How many lines in the records below contain the word "Сити"? State that number and nothing more.

----------

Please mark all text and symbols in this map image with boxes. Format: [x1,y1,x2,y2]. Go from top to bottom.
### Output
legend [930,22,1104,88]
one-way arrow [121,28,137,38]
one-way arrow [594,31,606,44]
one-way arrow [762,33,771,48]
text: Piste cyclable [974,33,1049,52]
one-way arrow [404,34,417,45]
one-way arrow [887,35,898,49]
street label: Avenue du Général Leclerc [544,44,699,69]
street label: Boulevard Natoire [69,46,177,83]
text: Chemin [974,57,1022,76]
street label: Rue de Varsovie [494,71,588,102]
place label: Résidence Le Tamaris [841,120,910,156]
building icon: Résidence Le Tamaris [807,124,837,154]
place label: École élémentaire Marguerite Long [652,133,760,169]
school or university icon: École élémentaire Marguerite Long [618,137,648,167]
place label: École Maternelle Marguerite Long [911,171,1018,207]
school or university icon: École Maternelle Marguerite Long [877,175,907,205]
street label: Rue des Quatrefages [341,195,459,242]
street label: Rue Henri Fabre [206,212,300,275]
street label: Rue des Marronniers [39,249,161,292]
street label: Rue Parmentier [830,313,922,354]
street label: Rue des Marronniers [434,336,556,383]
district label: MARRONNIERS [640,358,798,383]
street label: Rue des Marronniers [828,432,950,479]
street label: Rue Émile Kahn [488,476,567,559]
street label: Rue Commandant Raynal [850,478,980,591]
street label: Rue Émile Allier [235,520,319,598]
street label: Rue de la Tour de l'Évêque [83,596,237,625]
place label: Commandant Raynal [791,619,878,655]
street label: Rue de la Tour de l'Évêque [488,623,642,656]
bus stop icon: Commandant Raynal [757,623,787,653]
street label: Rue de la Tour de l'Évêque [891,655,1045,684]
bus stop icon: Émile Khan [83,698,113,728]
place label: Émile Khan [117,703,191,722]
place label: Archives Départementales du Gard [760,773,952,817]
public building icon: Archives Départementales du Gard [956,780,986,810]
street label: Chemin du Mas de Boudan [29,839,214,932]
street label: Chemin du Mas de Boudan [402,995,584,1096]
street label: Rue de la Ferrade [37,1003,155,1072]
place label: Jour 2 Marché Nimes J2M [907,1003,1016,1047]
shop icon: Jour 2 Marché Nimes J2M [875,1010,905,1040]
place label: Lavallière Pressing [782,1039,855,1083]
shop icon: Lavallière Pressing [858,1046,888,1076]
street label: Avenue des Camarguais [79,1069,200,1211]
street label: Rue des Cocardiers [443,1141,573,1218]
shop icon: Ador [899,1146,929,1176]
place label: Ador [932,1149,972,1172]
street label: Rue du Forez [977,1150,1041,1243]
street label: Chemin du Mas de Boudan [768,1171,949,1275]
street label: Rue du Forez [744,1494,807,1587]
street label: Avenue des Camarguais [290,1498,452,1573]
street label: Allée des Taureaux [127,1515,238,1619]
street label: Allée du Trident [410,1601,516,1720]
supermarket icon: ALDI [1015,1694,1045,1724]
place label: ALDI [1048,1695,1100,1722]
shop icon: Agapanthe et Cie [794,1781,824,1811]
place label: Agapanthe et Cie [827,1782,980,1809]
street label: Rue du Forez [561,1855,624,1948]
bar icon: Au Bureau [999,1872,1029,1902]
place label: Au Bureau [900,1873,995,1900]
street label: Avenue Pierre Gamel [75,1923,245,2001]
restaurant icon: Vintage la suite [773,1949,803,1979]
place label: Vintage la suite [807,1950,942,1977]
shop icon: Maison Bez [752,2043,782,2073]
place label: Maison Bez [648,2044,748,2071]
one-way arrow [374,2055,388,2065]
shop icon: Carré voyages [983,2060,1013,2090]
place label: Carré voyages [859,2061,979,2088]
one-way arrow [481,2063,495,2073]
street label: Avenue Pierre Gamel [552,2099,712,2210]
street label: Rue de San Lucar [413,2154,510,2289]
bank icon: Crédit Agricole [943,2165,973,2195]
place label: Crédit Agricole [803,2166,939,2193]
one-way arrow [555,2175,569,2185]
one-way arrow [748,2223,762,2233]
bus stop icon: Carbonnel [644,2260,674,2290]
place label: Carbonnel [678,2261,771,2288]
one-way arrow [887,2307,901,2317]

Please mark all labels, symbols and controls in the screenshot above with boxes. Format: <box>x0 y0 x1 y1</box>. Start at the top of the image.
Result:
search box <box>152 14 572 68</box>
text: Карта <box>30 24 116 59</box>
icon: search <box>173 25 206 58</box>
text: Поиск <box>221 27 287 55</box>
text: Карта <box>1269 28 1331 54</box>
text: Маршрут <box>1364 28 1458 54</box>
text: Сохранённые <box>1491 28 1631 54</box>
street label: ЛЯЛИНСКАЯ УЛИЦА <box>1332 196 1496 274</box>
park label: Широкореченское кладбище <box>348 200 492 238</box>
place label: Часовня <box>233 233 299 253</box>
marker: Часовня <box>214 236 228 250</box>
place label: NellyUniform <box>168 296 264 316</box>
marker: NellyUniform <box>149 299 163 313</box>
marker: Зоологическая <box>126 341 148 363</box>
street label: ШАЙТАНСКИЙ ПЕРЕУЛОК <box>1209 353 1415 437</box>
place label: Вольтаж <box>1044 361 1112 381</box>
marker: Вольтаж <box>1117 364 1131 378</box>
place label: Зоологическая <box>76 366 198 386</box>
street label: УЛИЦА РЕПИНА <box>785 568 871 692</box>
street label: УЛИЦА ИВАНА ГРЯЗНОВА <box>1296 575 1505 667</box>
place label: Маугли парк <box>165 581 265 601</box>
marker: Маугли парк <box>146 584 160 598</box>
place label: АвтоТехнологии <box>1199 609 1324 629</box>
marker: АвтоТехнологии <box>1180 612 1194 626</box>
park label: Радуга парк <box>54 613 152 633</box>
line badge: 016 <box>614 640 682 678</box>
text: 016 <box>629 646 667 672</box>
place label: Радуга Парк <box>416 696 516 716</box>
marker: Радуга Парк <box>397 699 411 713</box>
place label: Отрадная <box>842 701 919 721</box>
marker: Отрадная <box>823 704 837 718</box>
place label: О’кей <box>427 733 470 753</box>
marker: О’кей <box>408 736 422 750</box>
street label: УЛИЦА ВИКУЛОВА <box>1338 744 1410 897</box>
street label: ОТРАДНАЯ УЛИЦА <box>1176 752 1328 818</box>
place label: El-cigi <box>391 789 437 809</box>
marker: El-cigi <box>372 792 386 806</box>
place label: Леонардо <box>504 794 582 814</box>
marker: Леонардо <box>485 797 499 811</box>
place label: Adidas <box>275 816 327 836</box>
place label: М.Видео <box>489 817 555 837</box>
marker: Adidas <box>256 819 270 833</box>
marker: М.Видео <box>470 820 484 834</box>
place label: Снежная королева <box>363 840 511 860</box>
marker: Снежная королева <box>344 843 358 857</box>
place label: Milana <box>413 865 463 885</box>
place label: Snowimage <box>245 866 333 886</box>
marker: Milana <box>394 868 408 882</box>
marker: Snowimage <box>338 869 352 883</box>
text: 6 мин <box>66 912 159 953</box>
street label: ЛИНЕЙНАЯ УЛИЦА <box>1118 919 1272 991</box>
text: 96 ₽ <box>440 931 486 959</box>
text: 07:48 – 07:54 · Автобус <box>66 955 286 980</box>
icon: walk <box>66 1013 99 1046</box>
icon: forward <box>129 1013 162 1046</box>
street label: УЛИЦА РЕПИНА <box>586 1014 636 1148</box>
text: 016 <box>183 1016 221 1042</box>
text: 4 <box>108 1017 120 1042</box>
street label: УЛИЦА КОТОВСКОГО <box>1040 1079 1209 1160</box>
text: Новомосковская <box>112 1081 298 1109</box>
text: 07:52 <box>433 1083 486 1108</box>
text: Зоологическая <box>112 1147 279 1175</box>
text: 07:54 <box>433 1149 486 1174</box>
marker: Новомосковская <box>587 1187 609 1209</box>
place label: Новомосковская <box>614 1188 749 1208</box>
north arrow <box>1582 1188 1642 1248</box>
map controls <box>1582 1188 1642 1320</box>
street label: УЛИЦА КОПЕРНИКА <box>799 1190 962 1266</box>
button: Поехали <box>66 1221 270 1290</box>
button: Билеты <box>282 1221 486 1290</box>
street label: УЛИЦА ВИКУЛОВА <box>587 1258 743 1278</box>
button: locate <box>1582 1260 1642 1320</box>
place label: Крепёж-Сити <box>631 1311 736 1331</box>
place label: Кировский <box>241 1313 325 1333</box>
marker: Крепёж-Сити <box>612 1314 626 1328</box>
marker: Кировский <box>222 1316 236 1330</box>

----------

**WRITTEN RESPONSE**
2